A Justiça aceitou a denúncia do Ministério Público do Espírito Santo (MPES) e decretou a prisão preventiva do policial civil Jorge Malani por tentativa de homicídio qualificado por motivo fútil e uso de arma de fogo de uso restrito. O investigador da Polícia Civil capixaba é acusado de atirar no rosto de um motoboy durante uma briga de trânsito em Vitória, no dia 26 de abril, e agora é réu no processo.

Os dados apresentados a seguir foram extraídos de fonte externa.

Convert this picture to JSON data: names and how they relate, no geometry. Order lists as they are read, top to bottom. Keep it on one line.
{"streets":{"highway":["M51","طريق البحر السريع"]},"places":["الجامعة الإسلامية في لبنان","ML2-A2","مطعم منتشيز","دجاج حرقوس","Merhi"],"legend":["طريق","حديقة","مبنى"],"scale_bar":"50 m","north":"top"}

Procurada por A Gazeta, a Polícia Civil informou que a Divisão Especializada de Homicídio e Proteção à Pessoa (DHPP) de Vitória, em conjunto com a Corregedoria Geral da corporação, cumpriu o mandado de prisão do investigador na tarde desta terça-feira (26). Jorge foi encaminhado à Unidade Prisional Especial da Polícia Civil (UPEPC).

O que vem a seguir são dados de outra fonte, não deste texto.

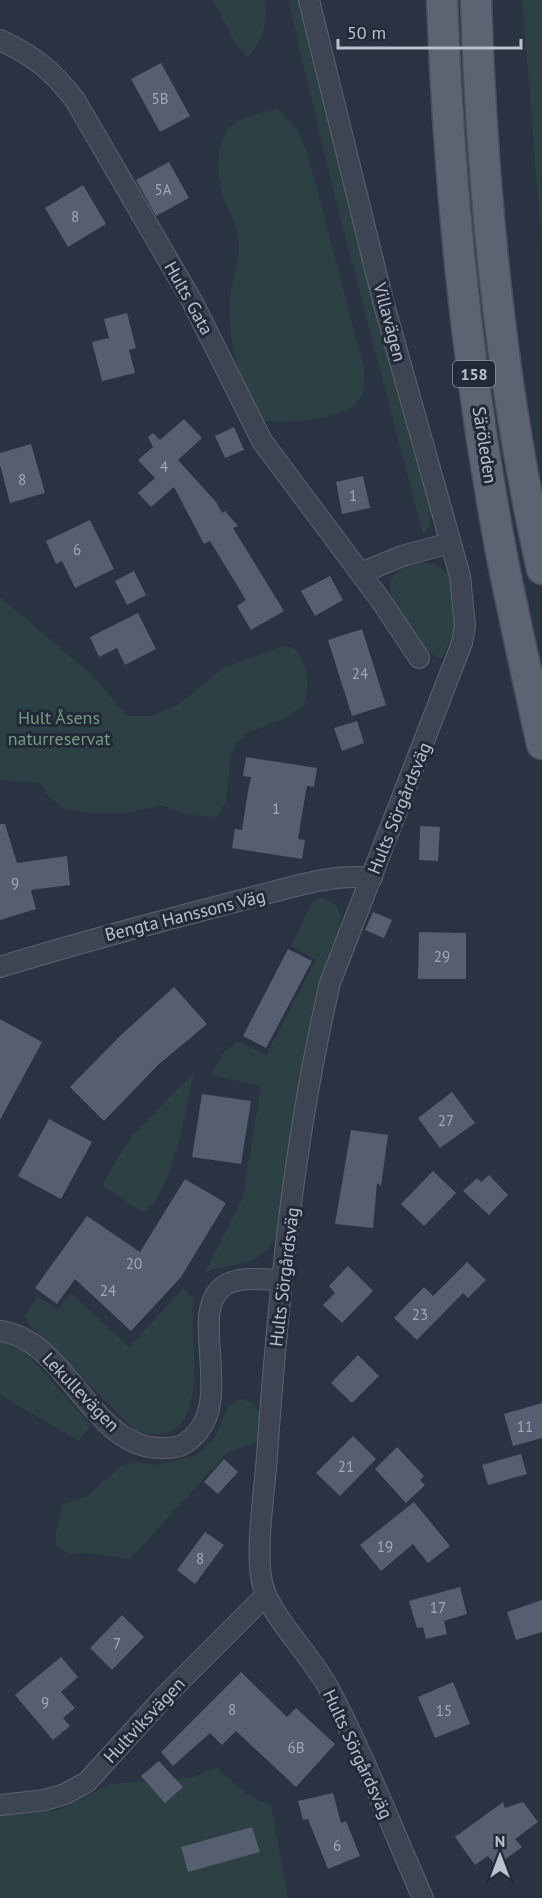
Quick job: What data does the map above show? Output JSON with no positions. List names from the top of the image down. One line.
{"streets":{"main road":["158","Säröleden"],"street":["Hults Gata","Villavägen","Hults Sörgårdsväg","Bengta Hanssons Väg","Lekullevägen","Hultviksvägen"]},"crossings":[["Villavägen","Hults Sörgårdsväg"],["Hults Sörgårdsväg","Bengta Hanssons Väg"],["Hults Sörgårdsväg","Lekullevägen"],["Hults Sörgårdsväg","Hultviksvägen"]],"parks":["Hult Åsens naturreservat"],"house_numbers":["5B","5A","8","4","8","1","6","24","1","9","29","27","20","24","23","11","21","19","8","17","7","9","8","15","6B","6"],"scale_bar":"50 m","north":"top"}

Ainda segundo a corporação, no âmbito administrativo, tramita um Procedimento Disciplinar na Corregedoria-Geral da Polícia Civil, que pode resultar em sanções que vão de advertência e suspensão até a demissão do servidor.
A reportagem de A Gazeta tenta localizar a defesa de Jorge Malani e mantém este espaço aberto para manifestações.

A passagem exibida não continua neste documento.